We were recently notified about a discussion around the overlay tunnel scale in an SD-WAN network in a few mailing lists. As the number of nodes in the network increases, a full-mesh overlay would lead to an
O(n^2) explosion. In what follows, we provide our (short) perspective on some of these scale properties.
A bit of theory on tunnel numbers
Multiple uplink (access) circuits are a commonplace in SD-WAN networks. Subsequently, each node attempts to establish a tunnel over each of its uplinks to every uplink of a peer node, leading to a tunnel for each uplink combination.

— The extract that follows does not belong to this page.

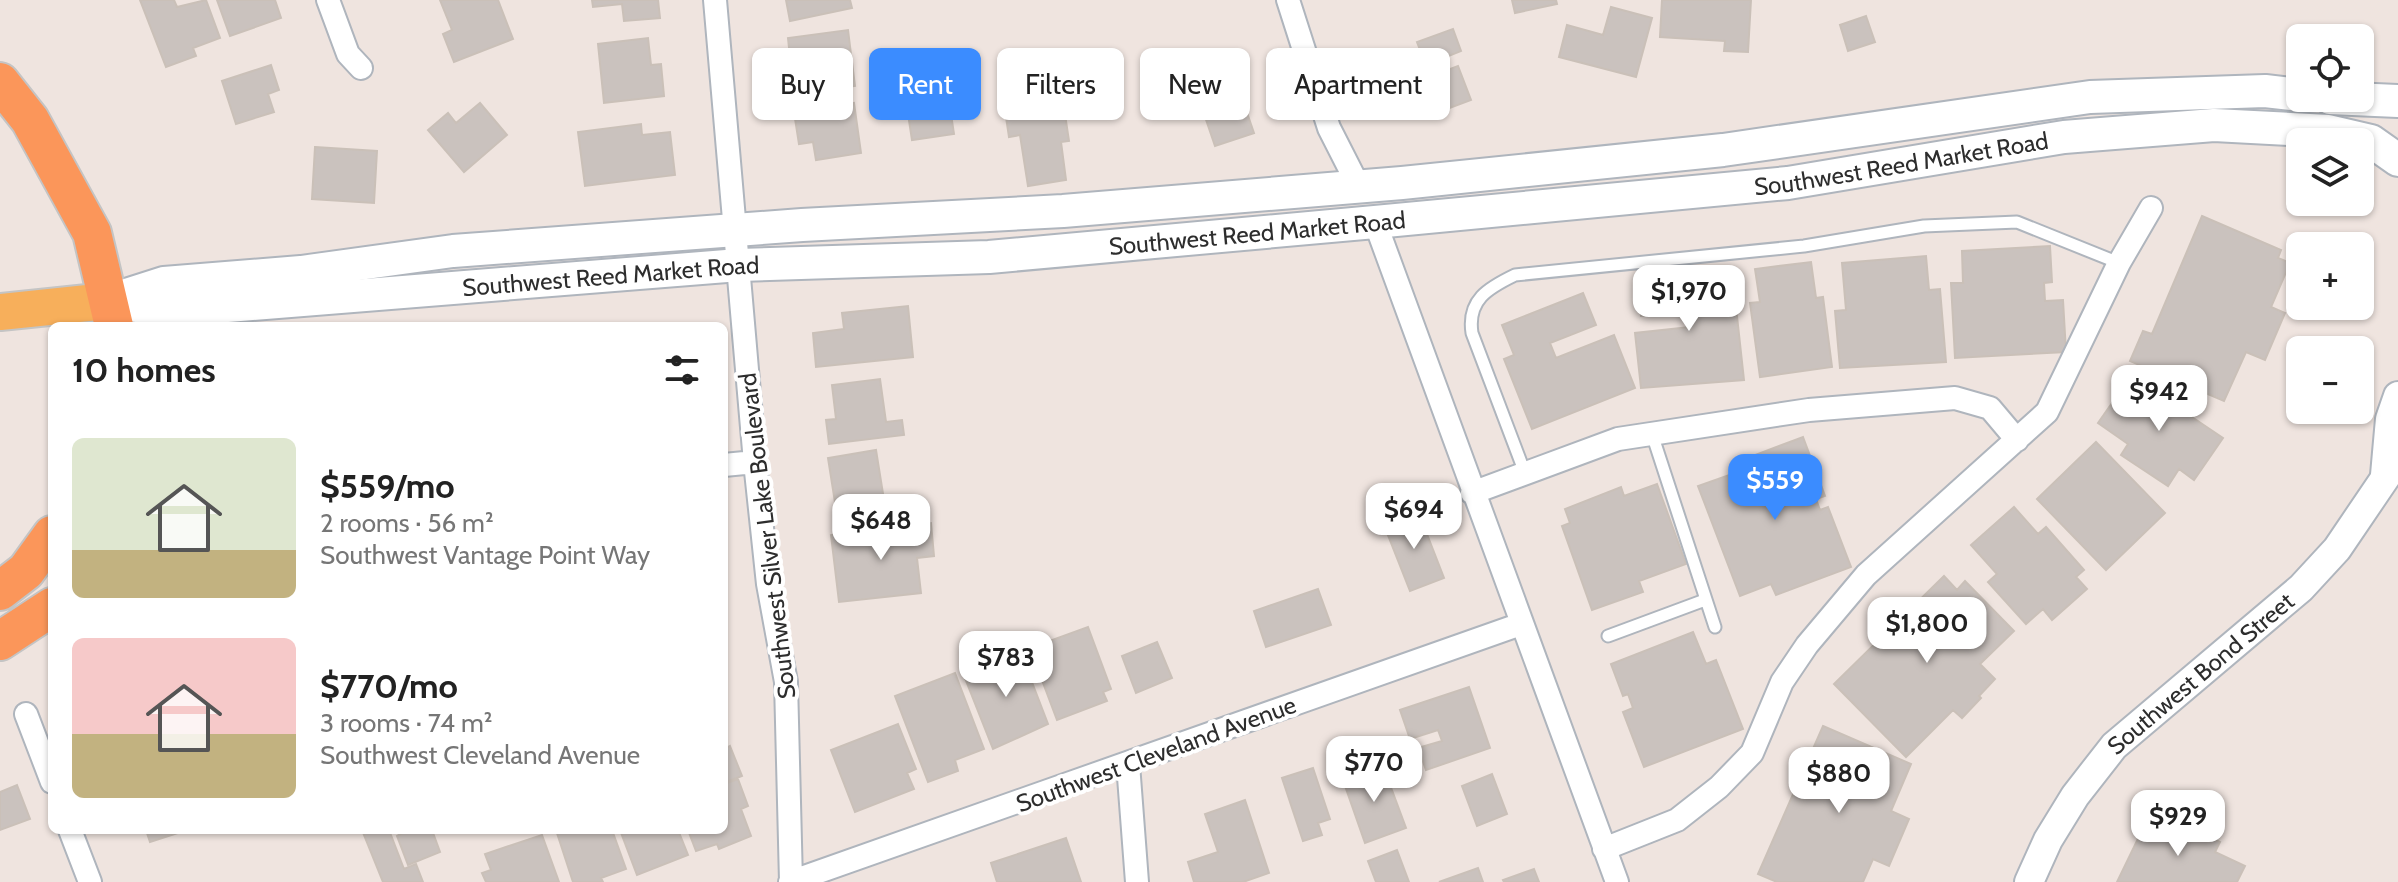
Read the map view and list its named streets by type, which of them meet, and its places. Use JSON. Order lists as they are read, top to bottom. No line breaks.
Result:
{"streets":{"main road":["Southwest Reed Market Road"],"street":["Southwest Silver Lake Boulevard","Southwest Bond Street","Southwest Cleveland Avenue"]},"crossings":[["Southwest Reed Market Road","Southwest Silver Lake Boulevard"],["Southwest Silver Lake Boulevard","Southwest Cleveland Avenue"]],"page":{"map_buttons":["+","−"],"chip":["Buy","Rent","Filters","New","Apartment"],"price":["$1,970","$942","$559","$694","$648","$1,800","$783","$770","$880","$929"],"heading":"10 homes","list":[{"name":"$559/mo","note":"2 rooms · 56 m² · Southwest Vantage Point Way"},{"name":"$770/mo","note":"3 rooms · 74 m² · Southwest Cleveland Avenue"}]}}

That does lead to the full-mesh complexity of
O(n^2), but that’s the number of tunnels in the network. The number of tunnels on each node is different than above.
Instead of “42. (The answer to life, the universe, and everything.) - Douglas Adams”, we can actually express these two numbers in mathematical terms.

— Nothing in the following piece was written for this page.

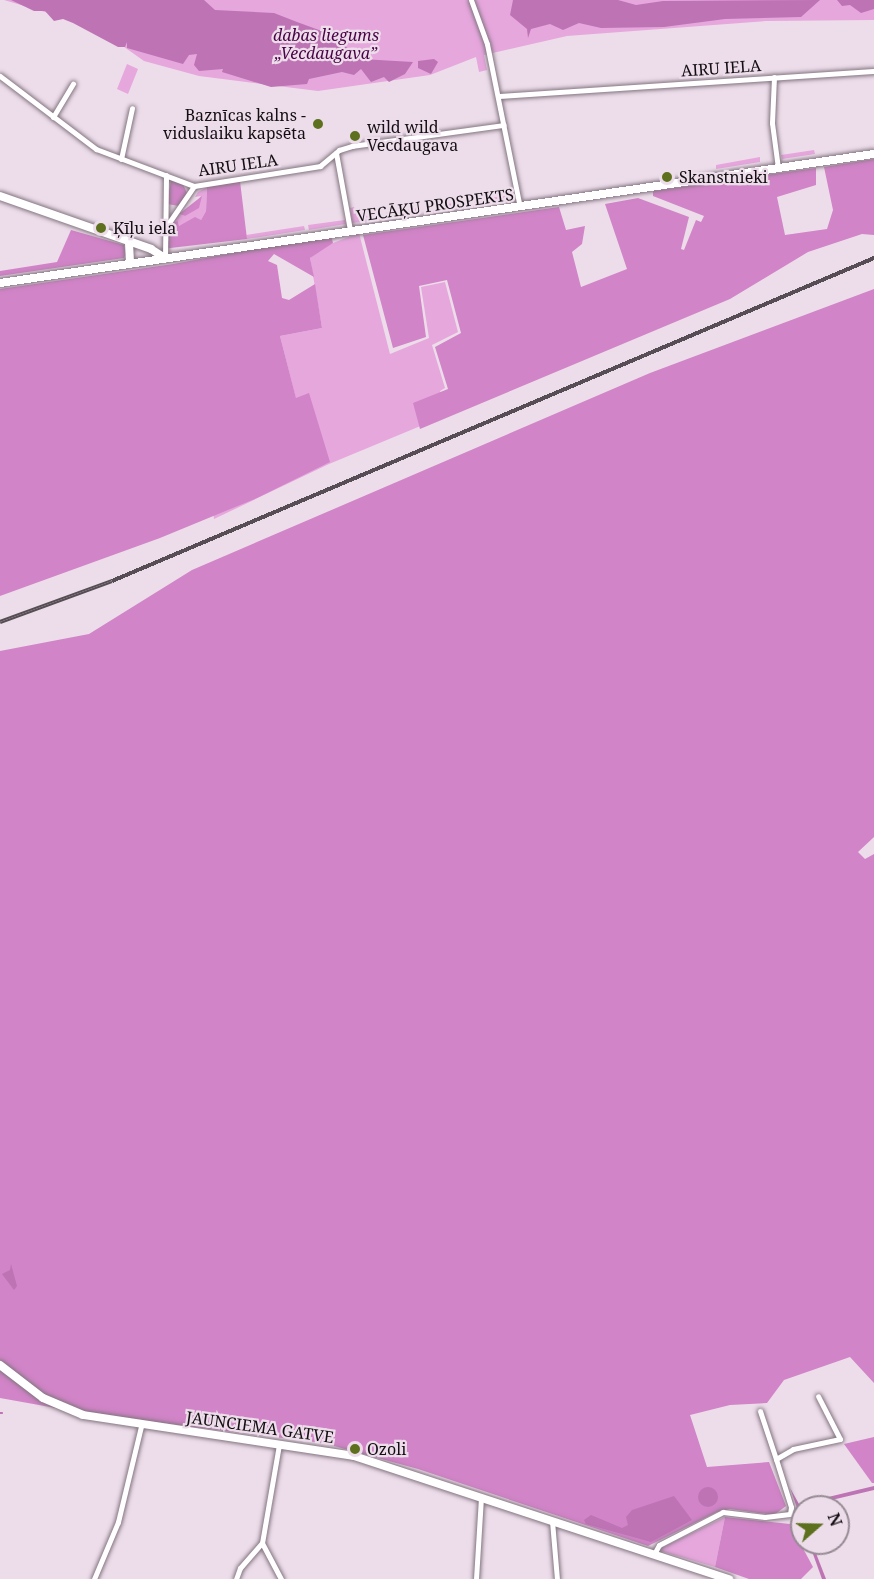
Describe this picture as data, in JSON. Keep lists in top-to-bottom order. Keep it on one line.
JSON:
{"streets":{"main road":["VECĀĶU PROSPEKTS","JAUNCIEMA GATVE"],"street":["AIRU IELA"]},"parks":["dabas liegums „Vecdaugava”"],"places":["Baznīcas kalns - viduslaiku kapsēta","wild wild Vecdaugava","Skanstnieki","Ķīļu iela","Ozoli"],"north":"right"}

Number of tunnels on any given node, j, can be expressed as:
T_j = numUplinks_j * ( SUM(numUplinks_i) from i=1 to i=numNodes, i != j )

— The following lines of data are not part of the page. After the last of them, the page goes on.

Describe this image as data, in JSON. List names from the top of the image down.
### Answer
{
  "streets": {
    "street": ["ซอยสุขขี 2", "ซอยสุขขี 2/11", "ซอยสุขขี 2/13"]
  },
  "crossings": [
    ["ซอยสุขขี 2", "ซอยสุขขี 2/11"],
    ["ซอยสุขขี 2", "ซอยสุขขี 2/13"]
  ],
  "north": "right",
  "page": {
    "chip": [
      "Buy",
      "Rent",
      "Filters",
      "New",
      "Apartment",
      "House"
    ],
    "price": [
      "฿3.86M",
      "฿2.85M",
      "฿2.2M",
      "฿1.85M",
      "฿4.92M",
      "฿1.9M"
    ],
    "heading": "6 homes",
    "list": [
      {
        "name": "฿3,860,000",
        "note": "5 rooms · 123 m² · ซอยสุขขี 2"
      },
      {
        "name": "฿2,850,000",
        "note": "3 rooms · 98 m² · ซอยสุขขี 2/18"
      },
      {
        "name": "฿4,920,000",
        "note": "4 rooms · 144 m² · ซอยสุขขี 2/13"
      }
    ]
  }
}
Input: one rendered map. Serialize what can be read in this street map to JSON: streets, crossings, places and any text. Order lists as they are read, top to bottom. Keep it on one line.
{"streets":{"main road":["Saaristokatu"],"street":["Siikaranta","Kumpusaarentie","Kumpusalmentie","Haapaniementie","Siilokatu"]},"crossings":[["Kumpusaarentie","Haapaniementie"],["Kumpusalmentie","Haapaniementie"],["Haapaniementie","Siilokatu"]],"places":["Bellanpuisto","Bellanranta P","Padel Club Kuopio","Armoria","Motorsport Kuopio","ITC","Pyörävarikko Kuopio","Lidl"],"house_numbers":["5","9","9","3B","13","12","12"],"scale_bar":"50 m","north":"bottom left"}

As per the total number of tunnels in the network, it’s a bit more subtle than a pure math combination formula
(N | 2), as a node doesn’t establish tunnels between its own uplinks. This, in fact, can be represented as a complete multipartite graph, with each set contains the corresponding node’s uplinks. Accordingly, the total number of tunnels in the network can be expressed as follows:
N = SUM(numUplinks_i) from i=1 to i=numNodes,
T = (N | 2) - (SUM(numUplinks_i | 2) from i=1 to i=numNodes)
In summary, the number of tunnels a node needs to manage is in
O(n). The total number of tunnels in the network is in
If you follow all the rules, you’ll miss all the fun!
The real world isn’t always as perfect as the above numbers. The reasons the actual number of tunnels deviate from the above theoretical numbers are:
- Disparate networks may lead to unreachability between some uplink combinations. E.g. one side is an Internet/broadband link and the other side is MPLS.
- NATs can have their way. E.g. the nodes sit behind symmetric firewalls.
- Simply, some links may not be in UP state.
The actual number of tunnels, in reality, is thus less than the theoretical max.
What are the tradeoffs?
In other words, can any SD-WAN system or CPE support tunnel scale even when the number of nodes in the network grows arbitrarily high? The good news is that with the right implementation strategy, the overlay tunnels should not be exposed as independent interfaces in the system (that would otherwise be quite restrictive in terms of system resources).
For example, SPAN devices utilize DTLS to create overlay tunnels. It is lightweight, lives completely in user space, and takes up less encapsulation space compared to other VPN technologies. In addition, it lets us express each tunnel, logically, as simply a data structure (instead of creating a separate interface/device construct in the system).
That said, as the saying goes: “there is no such thing as free lunch,” each overlay tunnel will at least include the following state:
- Encapsulation text
- Crypto attributes
Now enter the “feature creep” that constantly leads to more state and processing overheads to be considered per tunnel, including the following:
- DPI-level stats
- Active SLA monitoring
- Optimization functions such as packet-level load balancing and FEC
The following table summarizes how these affect the base system resources:
A good implementation will want to keep all of the optional features pluggable and tunable to achieve scale.
Most of the SPAN devices scale to 1000s of overlay tunnels easily. See the following figure for a quick observation on the CPU and memory snapshot as we scale the number of tunnels on a mid-range SPAN device. This is with a fully-featured configuration. The DPI-level stats maintenance per tunnel contributes the most to the memory usage in our system.
Additionally, SPAN also provides an extensible policy framework to build dynamic topology groups by matching on specific attributes. E.g. if the link is LTE, the topology should be hub-n-spoke. This is quite useful as LTE links are quite sensitive to the amount of data being sent on them.
Now to the real question: does it make sense to always go for a full-mesh overlay topology irrespective of the number of nodes in the network? The answer lies in that property of the system design that’s often overlooked: debuggability. If each node in the network has 1000s of tunnels, how does the network administrator really debug: (a) are all the tunnels up?, (b) is the data going on the right set of tunnels?, and so on. Although the SD-WAN system provides substantial set of tools and visibility, they are not enough to troubleshoot such issues at scale.
For large networks, it thus makes more practical sense to decompose into smaller subnetworks and build a hierarchical topology.